Prevention Rules for CLAUDE.md

# CLAUDE.md -- copy-paste this section
## Hard Session Budget
- Maximum session budget: $2.00
- Maximum turns: 25
- Check /cost every 8 exchanges
- At 75% of budget: compact and report remaining budget
- At 100% of budget: STOP and summarize progress
- One major task per session (start fresh for new tasks)
- Use --max-turns flag: `claude --max-turns 25`

Estimate usage → Calculate your token consumption with our Token Estimator.

Configure permissions → Build your settings with our Permission Configurator.

Try it: Paste your error into our Error Diagnostic for an instant fix.

Frequently Asked Questions

What is the minimum setup required?

You need Claude Code installed (Node.js 18+), a project with a CLAUDE.md file, and the relevant toolchain for your project type (e.g., npm for JavaScript, pip for Python).

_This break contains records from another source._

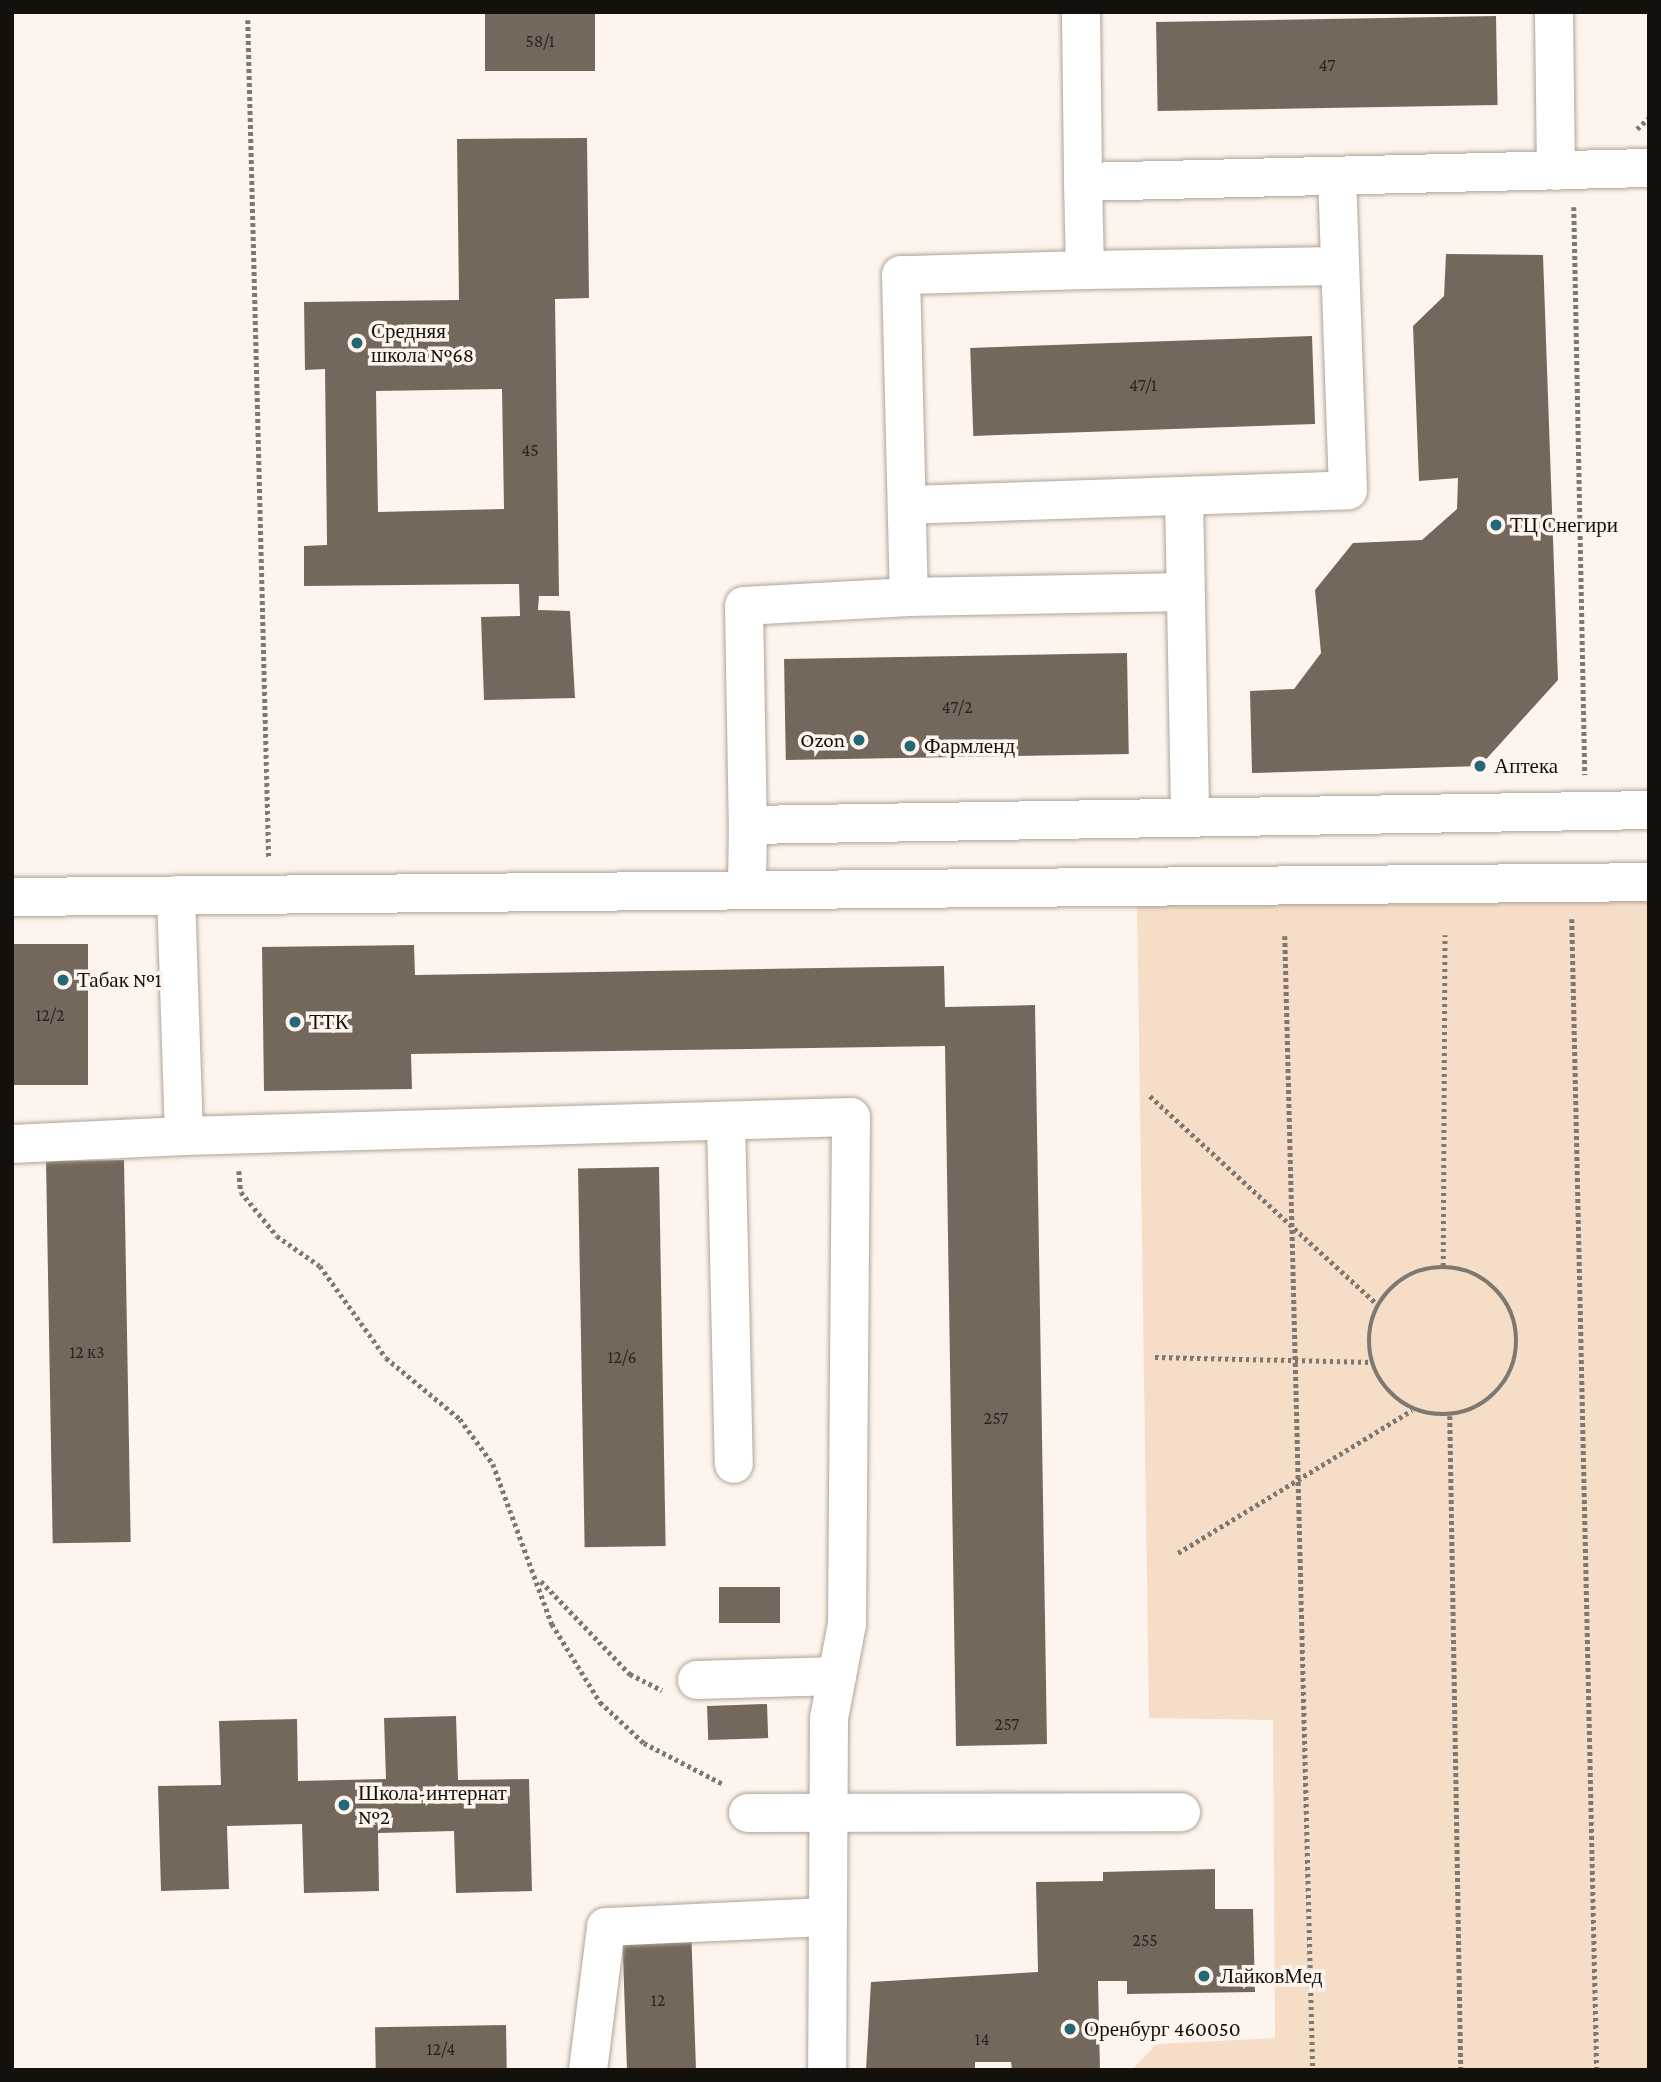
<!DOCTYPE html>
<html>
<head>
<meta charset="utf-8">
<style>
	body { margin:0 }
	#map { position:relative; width:1661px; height:2082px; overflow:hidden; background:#fdf5ed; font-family:"Crimson Pro",serif }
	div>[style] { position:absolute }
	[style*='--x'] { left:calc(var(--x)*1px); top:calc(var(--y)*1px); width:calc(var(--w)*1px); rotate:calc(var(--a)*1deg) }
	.green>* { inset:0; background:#f5ddc7 }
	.building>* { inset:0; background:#74685d; transform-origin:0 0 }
	.path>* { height:4.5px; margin-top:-2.25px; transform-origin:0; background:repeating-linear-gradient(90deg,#7d7872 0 3.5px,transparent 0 7px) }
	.path>.ring { margin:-2.25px; padding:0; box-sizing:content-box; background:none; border:4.5px solid #7d7872; border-radius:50% }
	.roads { filter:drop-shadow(0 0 2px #b0a398) drop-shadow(0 0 2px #b0a398) }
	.minor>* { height:38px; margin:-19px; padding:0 19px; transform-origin:19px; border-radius:19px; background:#fff }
	.dots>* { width:19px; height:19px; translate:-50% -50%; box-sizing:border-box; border:4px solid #fdf5ed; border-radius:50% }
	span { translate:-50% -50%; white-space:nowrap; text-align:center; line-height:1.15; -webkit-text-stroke:7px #fdf5ed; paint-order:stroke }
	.number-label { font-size:18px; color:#2c2620 }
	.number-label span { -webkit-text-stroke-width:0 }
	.poi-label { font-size:21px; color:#14100c }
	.left { translate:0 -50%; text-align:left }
	.right { translate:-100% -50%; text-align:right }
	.frame { position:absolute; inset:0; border:14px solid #14100c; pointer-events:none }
</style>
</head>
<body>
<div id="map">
	<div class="green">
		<div style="clip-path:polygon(1649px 895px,1649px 2070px,1132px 2070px,1156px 2044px,1275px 2038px,1273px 1720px,1149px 1718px,1137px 904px)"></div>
	</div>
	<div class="building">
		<div style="left:485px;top:12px;width:110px;height:59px"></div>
		<div style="left:1496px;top:16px;width:89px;height:340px;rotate:89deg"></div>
		<div style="clip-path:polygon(evenodd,587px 138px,589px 298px,555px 299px,559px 596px,539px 596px,538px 610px,570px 611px,575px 698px,484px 700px,481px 617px,520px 616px,519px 584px,304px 586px,304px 546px,327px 545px,325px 369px,305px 370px,304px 302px,459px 300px,457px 139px,587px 138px,502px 389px,504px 509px,378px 512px,376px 391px,502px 389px)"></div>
		<div style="clip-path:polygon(1446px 254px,1543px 255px,1558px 680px,1480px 766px,1252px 773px,1250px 691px,1294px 689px,1321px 653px,1315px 590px,1353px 543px,1422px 540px,1457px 509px,1458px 478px,1419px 481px,1413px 326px,1444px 296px)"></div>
		<div style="left:1312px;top:336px;width:88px;height:342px;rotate:88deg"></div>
		<div style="left:1127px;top:653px;width:101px;height:343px;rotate:89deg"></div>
		<div style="left:12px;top:944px;width:76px;height:141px"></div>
		<div style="clip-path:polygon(414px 945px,415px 975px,944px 966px,945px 1007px,1035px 1005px,1047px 1744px,956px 1746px,945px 1046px,411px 1054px,412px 1089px,264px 1091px,262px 947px)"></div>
		<div style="left:124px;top:1160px;width:382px;height:78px;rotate:89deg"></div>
		<div style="left:659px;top:1167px;width:379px;height:81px;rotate:89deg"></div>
		<div style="left:780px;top:1587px;width:36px;height:61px;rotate:90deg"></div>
		<div style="left:767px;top:1704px;width:34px;height:60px;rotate:88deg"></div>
		<div style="clip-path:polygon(456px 1716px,458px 1780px,529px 1779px,532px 1891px,456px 1893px,454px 1831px,378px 1833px,379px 1891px,304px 1893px,302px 1824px,227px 1826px,229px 1889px,161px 1891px,158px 1786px,221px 1785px,219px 1721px,297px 1719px,298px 1781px,386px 1779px,384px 1718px)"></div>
		<div style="clip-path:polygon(1215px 1869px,1215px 1909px,1253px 1909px,1255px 1992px,1127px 1994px,1127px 1981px,1098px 1981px,1100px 2070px,1012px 2070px,1011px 2062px,975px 2062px,975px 2070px,866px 2070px,871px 1982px,1038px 1972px,1036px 1882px,1103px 1881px,1103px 1872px)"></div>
		<div style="left:691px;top:1926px;width:144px;height:69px;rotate:88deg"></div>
		<div style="left:506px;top:2025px;width:45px;height:131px;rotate:89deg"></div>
	</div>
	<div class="path">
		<div style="--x:248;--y:20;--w:839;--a:88.57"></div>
		<div style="--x:1637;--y:129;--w:16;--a:-43"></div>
		<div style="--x:1574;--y:207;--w:568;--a:88.89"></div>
		<div style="--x:1572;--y:919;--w:1151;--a:88.76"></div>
		<div style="--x:1285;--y:936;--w:1134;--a:88.59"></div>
		<div style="--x:1150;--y:1096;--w:308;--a:42.5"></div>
		<div style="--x:239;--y:1171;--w:21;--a:85"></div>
		<div style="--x:241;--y:1192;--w:57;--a:50.7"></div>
		<div style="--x:277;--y:1236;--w:52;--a:34.9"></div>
		<div style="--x:320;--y:1266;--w:113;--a:54.3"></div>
		<div style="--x:386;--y:1358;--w:96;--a:39.5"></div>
		<div style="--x:460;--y:1419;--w:56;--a:53.7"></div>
		<div style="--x:493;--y:1464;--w:171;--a:69.8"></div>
		<div style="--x:552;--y:1624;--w:92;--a:58.4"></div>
		<div style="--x:600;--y:1702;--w:60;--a:43"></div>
		<div style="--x:644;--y:1743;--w:91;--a:27.4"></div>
		<div style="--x:1443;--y:1266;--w:331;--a:-89.7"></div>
		<div class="ring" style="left:1369px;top:1267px;width:143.5px;height:143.5px"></div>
		<div style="--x:1155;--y:1357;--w:215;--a:1.3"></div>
		<div style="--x:1450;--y:1416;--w:654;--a:89.04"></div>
		<div style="--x:1178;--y:1553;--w:274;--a:-31.4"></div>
		<div style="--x:541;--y:1581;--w:129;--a:46.3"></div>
		<div style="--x:630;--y:1674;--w:36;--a:27"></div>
	</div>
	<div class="roads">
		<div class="minor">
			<div style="--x:1081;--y:12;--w:170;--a:89.3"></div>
			<div style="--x:1083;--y:182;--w:566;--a:-1.42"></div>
			<div style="--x:1554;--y:12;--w:159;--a:89.3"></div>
			<div style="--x:1083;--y:182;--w:88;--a:88.7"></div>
			<div style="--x:1085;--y:270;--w:184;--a:178.4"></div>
			<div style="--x:901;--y:275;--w:322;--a:88.6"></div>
			<div style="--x:909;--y:597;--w:165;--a:176.9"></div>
			<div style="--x:744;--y:606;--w:219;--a:89"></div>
			<div style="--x:748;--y:825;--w:901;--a:-0.95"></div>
			<div style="--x:1085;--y:270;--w:255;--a:-0.9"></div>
			<div style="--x:1184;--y:496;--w:320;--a:88.9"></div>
			<div style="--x:907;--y:505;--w:441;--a:-1.9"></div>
			<div style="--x:1348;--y:490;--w:314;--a:-92"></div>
			<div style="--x:909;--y:597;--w:276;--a:-1"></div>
			<div style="--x:747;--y:887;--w:62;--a:-89.1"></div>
			<div style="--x:12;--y:897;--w:1637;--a:-0.52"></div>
			<div style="--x:726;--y:1121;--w:343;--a:88.7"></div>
			<div style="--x:184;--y:1136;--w:667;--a:-1.63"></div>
			<div style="--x:851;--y:1117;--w:507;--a:90.45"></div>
			<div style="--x:847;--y:1624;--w:96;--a:100.8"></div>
			<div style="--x:829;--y:1718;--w:352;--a:90.3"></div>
			<div style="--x:12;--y:1144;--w:172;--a:-2.7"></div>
			<div style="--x:184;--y:1136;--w:241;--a:-91.9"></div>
			<div style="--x:697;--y:1680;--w:140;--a:-1.6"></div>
			<div style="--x:748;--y:1813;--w:433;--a:-0.1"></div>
			<div style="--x:588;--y:2070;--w:144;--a:-82.8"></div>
			<div style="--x:606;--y:1927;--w:222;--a:-2.6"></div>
		</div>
	</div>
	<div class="dots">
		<div style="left:357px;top:343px;background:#226877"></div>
		<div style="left:1496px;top:525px;background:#226877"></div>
		<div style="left:859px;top:740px;background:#226877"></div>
		<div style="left:910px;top:746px;background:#226877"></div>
		<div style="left:1480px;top:766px;background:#226877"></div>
		<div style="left:63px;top:980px;background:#226877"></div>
		<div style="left:295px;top:1022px;background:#226877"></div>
		<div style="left:344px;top:1805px;background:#226877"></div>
		<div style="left:1204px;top:1976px;background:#226877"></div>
		<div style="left:1070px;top:2029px;background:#226877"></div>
	</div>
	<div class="number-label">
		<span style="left:540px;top:41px">58/1</span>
		<span style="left:1327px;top:65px">47</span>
		<span style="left:1143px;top:385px">47/1</span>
		<span style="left:530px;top:450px">45</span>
		<span style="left:957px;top:707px">47/2</span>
		<span style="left:50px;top:1015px">12/2</span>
		<span style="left:87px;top:1352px">12 к3</span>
		<span style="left:622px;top:1357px">12/6</span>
		<span style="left:996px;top:1418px">257</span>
		<span style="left:1007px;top:1724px">257</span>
		<span style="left:1145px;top:1940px">255</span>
		<span style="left:658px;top:2000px">12</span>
		<span style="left:982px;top:2039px">14</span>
		<span style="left:441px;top:2049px">12/4</span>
	</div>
	<div class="poi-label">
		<span class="left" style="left:371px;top:343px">Средняя<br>школа №68</span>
		<span class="left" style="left:1510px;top:525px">ТЦ Снегири</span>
		<span class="right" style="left:845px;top:740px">Ozon</span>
		<span class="left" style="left:924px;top:746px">Фармленд</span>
		<span class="left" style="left:1494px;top:766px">Аптека</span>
		<span class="left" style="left:77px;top:980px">Табак №1</span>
		<span class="left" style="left:309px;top:1022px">ТТК</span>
		<span class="left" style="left:358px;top:1805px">Школа-интернат<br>№2</span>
		<span class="left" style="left:1220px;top:1976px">ЛайковМед</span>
		<span class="left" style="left:1084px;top:2029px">Оренбург 460050</span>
	</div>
	<div class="frame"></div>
</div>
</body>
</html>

The CLAUDE.md file should describe your project structure, conventions, and common commands so Claude Code can work effectively.

How long does the initial setup take?

For a typical project, initial setup takes 10-20 minutes. This includes creating the CLAUDE.md file, configuring .claude/settings.json for permissions, and running a test task to verify everything works. Subsequent sessions start immediately because the configuration persists.

Can I use this with a team?

Yes. Commit your .claude/ directory and CLAUDE.md to version control so the entire team uses the same configuration. Each developer can add personal preferences in ~/.claude/settings.json (user-level) without affecting the project configuration. Review CLAUDE.md changes in pull requests like any other configuration file.

What if Claude Code produces incorrect output?

First check that your CLAUDE.md accurately describes your project conventions. Incorrect or outdated context is the most common cause of wrong output. If the output is still wrong, provide feedback in the same session — Claude Code learns from corrections within a conversation. For persistent issues, add explicit rules to CLAUDE.md (e.g., “Always use single quotes” or “Never modify files in the config/ directory”).